= What this task involves =
Compute how many lines in the data below contain "margin"; answer only with that number.

= Source records =
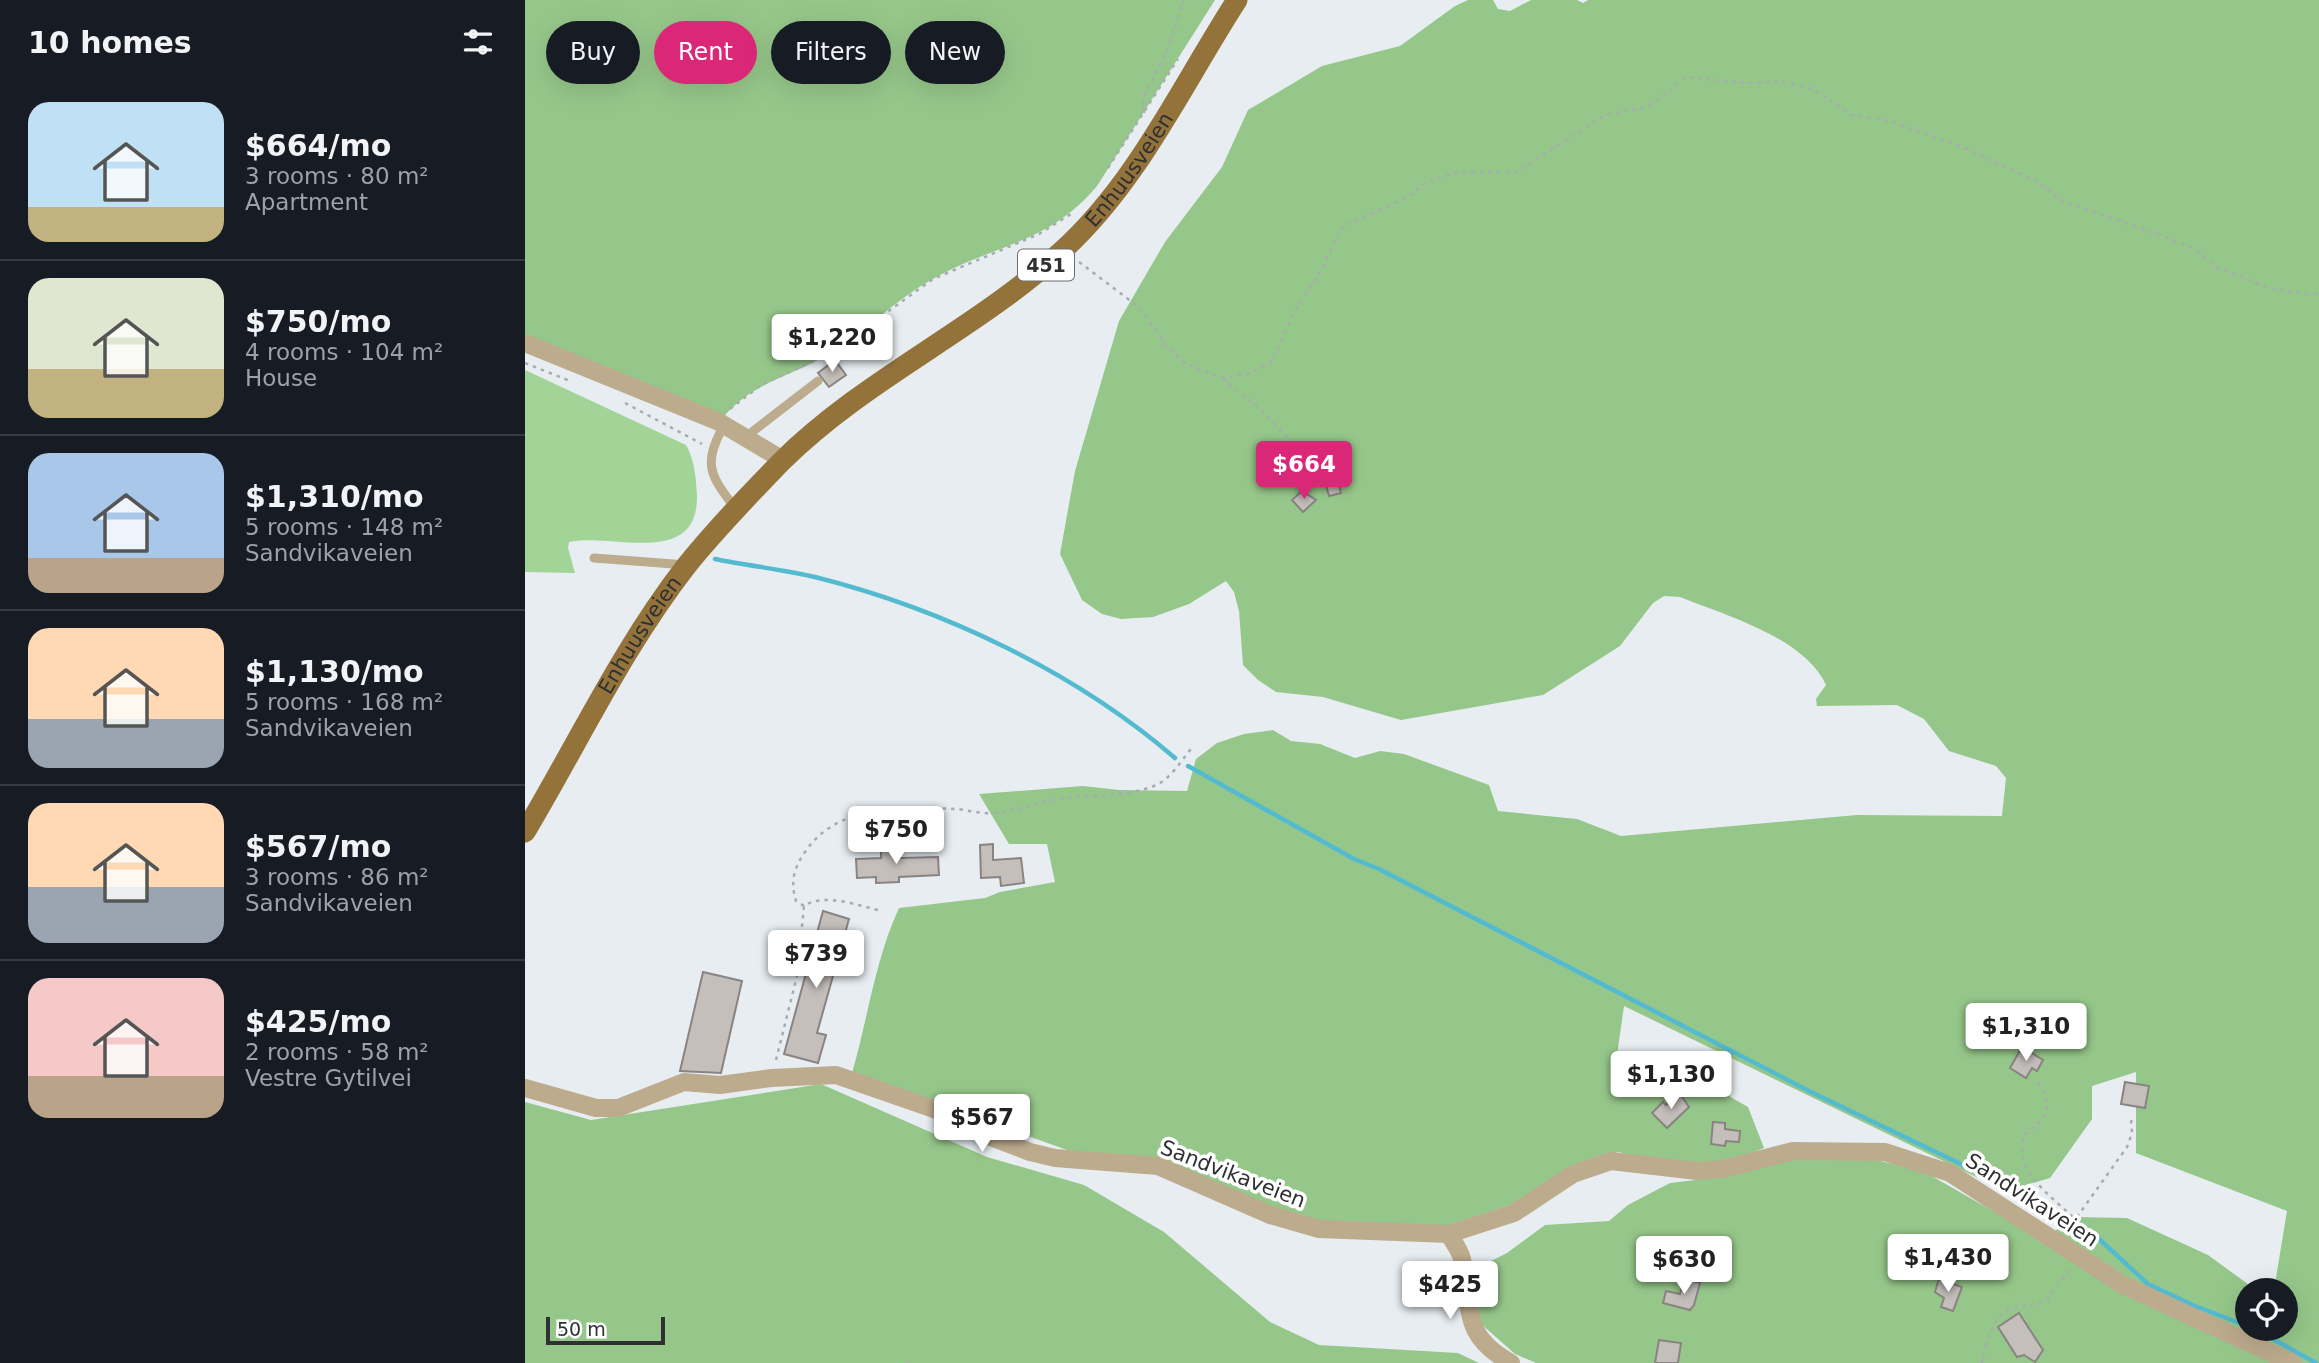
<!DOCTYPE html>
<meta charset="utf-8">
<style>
:root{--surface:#171b24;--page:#20242c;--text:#f1f3f6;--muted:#9ea1a6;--line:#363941;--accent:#db2777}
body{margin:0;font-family:"DejaVu Sans",sans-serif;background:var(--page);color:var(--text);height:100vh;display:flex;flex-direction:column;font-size:26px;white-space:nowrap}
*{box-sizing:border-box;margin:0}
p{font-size:23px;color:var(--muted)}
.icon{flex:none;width:38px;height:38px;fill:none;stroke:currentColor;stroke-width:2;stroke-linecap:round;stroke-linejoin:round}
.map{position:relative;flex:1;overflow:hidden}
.drawer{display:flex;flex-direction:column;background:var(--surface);width:525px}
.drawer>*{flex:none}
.hud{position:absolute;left:21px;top:21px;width:665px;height:63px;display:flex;gap:14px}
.controls{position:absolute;left:1710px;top:1278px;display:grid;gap:14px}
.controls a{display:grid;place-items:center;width:63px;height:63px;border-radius:50%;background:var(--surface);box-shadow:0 7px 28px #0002;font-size:35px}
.scale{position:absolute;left:21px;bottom:18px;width:119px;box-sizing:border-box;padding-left:7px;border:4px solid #2e3032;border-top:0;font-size:19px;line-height:24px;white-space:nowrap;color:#2e3032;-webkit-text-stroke:5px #fff;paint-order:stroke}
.price{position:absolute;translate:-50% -60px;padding:0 16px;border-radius:7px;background:#fff;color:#222;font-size:23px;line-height:46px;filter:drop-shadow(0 2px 4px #0008)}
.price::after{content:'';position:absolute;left:50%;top:42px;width:21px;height:16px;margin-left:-10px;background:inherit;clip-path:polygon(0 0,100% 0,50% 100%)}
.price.current{background:var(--accent);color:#fff}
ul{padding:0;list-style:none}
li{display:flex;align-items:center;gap:21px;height:175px;padding:0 28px}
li+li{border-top:2px solid var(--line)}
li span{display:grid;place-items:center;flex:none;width:196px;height:140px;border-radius:21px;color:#555}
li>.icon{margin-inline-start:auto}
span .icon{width:84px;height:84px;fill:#fffc;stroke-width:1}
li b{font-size:30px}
h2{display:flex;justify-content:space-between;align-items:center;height:84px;padding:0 28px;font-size:30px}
.pill{padding:0 24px;border-radius:32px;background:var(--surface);box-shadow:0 7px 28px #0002;font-size:24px;line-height:63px}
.pill.current{background:var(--accent);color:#fff}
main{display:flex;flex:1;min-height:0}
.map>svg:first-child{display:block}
</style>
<main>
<section class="drawer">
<h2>10 homes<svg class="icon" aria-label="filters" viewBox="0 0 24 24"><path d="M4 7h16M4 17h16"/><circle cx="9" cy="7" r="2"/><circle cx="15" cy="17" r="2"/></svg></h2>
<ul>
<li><span style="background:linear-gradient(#bfe0f5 75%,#c2b280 0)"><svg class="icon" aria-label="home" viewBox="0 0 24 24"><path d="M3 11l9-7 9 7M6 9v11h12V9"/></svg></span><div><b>$664/mo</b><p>3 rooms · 80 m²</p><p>Apartment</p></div></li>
<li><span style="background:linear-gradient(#dfe7d0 65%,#c2b280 0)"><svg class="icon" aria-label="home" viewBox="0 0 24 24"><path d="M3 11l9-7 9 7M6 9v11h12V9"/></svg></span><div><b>$750/mo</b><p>4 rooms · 104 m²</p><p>House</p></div></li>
<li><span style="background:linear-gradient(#a9c7e8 75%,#b9a48a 0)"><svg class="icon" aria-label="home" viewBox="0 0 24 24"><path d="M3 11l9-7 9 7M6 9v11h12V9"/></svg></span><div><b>$1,310/mo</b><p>5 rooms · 148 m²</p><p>Sandvikaveien</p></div></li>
<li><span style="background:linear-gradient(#ffd9b3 65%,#9aa5b1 0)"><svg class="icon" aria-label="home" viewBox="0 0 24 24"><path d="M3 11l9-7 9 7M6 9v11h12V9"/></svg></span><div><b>$1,130/mo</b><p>5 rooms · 168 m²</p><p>Sandvikaveien</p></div></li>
<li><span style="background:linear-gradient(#ffd9b3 60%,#9aa5b1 0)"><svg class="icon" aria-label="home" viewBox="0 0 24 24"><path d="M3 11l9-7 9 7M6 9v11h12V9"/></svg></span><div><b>$567/mo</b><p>3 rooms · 86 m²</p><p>Sandvikaveien</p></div></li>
<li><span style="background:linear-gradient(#f6c9c9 70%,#b9a48a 0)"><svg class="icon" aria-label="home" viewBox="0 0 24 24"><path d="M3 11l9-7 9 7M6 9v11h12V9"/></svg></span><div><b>$425/mo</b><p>2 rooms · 58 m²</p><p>Vestre Gytilvei</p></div></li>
</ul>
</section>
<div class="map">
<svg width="1794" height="1363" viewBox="0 0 1794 1363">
<rect width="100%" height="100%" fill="#e7edf1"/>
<path fill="#a2d497" d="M0 370 161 445C170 461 171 479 172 497 172 569 84 532 44 542L43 548 50 573 0 572Z"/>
<g fill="#96c78a">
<path d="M0 0H690L572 186C523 245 468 244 406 280 369 301 338 333 302 355 259 380 228 381 194 422L0 343Z"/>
<path d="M943 0H968L973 9 985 11 1006 0H1052L1058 3 1063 0H1794V1363H1011L990 1354 954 1322 948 1270 982 1253 1020 1225 1084 1221 1103 1205 1145 1183 1205 1176 1248 1163 1287 1157 1351 1160 1396 1170 1519 1240 1547 1217 1602 1218 1683 1255 1731 1290H1722V1328H1760V1290H1749L1762 1211 1611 1153V1072L1567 1086V1119L1525 1178 1480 1191 1099 1006 1090 1069 1181 1083 1223 1107 1239 1148 1191 1167 1140 1163 1093 1152 1073 1156 988 1204 900 1233 783 1223 631 1162 559 1156 327 1073C343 1018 350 960 374 908L460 898 475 892 530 882 522 844H484L454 794 558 786 594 790 662 791 671 759 692 743 719 734 748 730 766 741 795 744 830 758 855 751 879 754 964 785 973 811 1052 819 1096 836 1332 815 1477 816 1481 778 1471 766 1424 751 1399 719 1372 705 1292 706 1291 699 1301 685C1280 638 1200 615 1155 597L1139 596 1128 603 1095 646 1018 695 876 720 798 697 751 692 733 680 718 665 714 611 709 592 701 581 664 604 628 617 596 619 577 614 557 600 535 554 550 471 594 321 640 242 697 167 723 110 797 66 875 46 930 6Z"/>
<path d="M296 1084 462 1157 559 1185 639 1232 745 1322 794 1345 933 1353 954 1363H0V1102L66 1120Z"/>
</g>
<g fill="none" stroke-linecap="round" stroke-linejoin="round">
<g stroke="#54bad0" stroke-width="4.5">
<path d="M190 559C223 566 257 569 290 577 418 609 550 672 650 758"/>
<path d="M663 766 829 859 854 869 1284 1091 1471 1181 1573 1238 1623 1284 1670 1306 1722 1326"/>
<path d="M1728 1328 1791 1363"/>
</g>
</g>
<g fill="#c5bfbc" stroke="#898381" stroke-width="2">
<path d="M310 360 321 375 304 387 293 373Z"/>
<path d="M812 478 816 493 804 496 800 481Z"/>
<path d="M777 491 791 500 778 512 767 500Z"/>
<path d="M375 844V858L413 857 414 875 374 877V882L351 883V877L332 878 331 859 356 858V845Z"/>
<path d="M468 844V860L496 858 499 883 476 886 475 877 456 878 455 845Z"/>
<path d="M298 911 324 919 292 1033 301 1035 293 1063 259 1054Z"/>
<path d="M178 972 217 981 196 1073 155 1071Z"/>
<path d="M1497 1047 1518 1060 1512 1071 1507 1068 1501 1078 1485 1068Z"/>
<path d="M1600 1082 1624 1086 1620 1108 1596 1104Z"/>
<path d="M1156 1095 1164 1107 1142 1128 1127 1113 1138 1102 1141 1105Z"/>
<path d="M1188 1122 1200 1123V1129L1215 1131 1214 1142 1201 1141 1200 1146 1186 1144Z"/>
<path d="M1446 1251 1466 1255 1463 1274 1442 1270Z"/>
<path d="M1159 1279 1175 1283 1169 1305 1165 1310 1138 1303 1141 1291 1155 1294Z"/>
<path d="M1414 1279 1437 1287 1428 1311 1416 1307 1419 1298 1410 1292Z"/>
<path d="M1494 1313 1518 1350 1510 1362 1499 1355 1492 1357 1473 1327Z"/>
<path d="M1134 1340 1156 1343 1153 1363H1130Z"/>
</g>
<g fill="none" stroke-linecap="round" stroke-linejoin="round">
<g stroke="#a7acaf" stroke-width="2.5" stroke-dasharray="3.5 5" stroke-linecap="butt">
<path d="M619 113 618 98 643 48 659 0"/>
<path d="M583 168 653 59"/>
<path d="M554 262 615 308 644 349 659 363 697 378 726 373 746 362 770 311 795 272 817 227 883 197 901 182 929 173 991 172 1080 115 1121 107 1135 99 1160 77 1220 83 1257 82 1288 89 1327 115 1365 121 1435 146 1513 182 1536 201 1644 238 1670 249 1692 267 1744 288 1783 294 1794 293"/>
<path d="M0 363 45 381"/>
<path d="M697 378 737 410 774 451"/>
<path d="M100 403 177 444"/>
<path d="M205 409 236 385 304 354 408 279 514 234 546 214"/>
<path d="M279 906 271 901C265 881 269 868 280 852 313 803 378 807 431 809 443 810 455 814 467 813 492 811 516 801 540 798 570 794 600 797 629 786 645 780 655 762 666 749"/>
<path d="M251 1060 272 976 279 906C300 892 334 906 357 911"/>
<path d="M1513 1083C1530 1110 1523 1117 1499 1135 1488 1173 1528 1197 1551 1220"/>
<path d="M1542 1231 1602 1147 1607 1133 1606 1118"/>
<path d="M381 1363H386"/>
<path d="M1457 1363 1460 1347 1471 1319 1482 1310 1521 1301 1545 1270"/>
</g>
<g stroke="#bdab8e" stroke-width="9">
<path d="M199 425C178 464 184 474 210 508"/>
<path d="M223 439 227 432 293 381"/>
<path d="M69 558 162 565"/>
</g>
<g stroke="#bdab8e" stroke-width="18">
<path d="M0 343 194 422 258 460"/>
<path d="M0 1088 71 1108H93L159 1082 195 1085 246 1078 311 1075 409 1109 466 1137 505 1152 530 1158 633 1166 745 1215 794 1229 924 1234 989 1213 1048 1174 1086 1161 1172 1171 1198 1169 1268 1151 1360 1152 1425 1173 1598 1285 1768 1363"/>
<path d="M924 1234C928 1242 935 1250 937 1259 948 1307 934 1334 986 1363"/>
</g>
<path stroke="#94733b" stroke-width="21" id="s1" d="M0 832C53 743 98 647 162 565 191 529 224 495 256 462 339 379 451 330 537 251 613 182 657 85 712 0"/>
</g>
<g text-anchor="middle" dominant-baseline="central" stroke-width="7" stroke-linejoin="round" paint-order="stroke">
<rect fill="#fff" stroke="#6d6e70" stroke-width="2" x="493" y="249.5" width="56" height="31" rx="5"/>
<g font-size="19" font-weight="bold" fill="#2e3032">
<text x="521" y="265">451</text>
</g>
<g font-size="21" fill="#2e3032" stroke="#fff">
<text stroke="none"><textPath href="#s1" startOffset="910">Enhuusveien</textPath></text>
<text stroke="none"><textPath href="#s1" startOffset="228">Enhuusveien</textPath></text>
<text transform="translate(708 1174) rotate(21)">Sandvikaveien</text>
<text transform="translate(1507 1200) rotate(33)">Sandvikaveien</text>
</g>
</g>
</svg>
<div class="controls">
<a><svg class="icon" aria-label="locate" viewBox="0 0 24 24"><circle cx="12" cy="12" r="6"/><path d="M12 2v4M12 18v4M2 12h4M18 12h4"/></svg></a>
</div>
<div class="scale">50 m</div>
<b class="price" style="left:307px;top:374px">$1,220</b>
<b class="price current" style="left:779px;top:501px">$664</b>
<b class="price" style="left:371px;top:866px">$750</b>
<b class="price" style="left:291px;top:990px">$739</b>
<b class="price" style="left:1501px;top:1063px">$1,310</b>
<b class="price" style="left:1146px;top:1111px">$1,130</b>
<b class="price" style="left:457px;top:1154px">$567</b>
<b class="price" style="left:1423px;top:1294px">$1,430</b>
<b class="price" style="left:1159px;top:1296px">$630</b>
<b class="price" style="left:925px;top:1321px">$425</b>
<div class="hud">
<a class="pill">Buy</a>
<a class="pill current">Rent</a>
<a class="pill">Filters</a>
<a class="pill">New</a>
</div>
</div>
</main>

= Worked solution =
4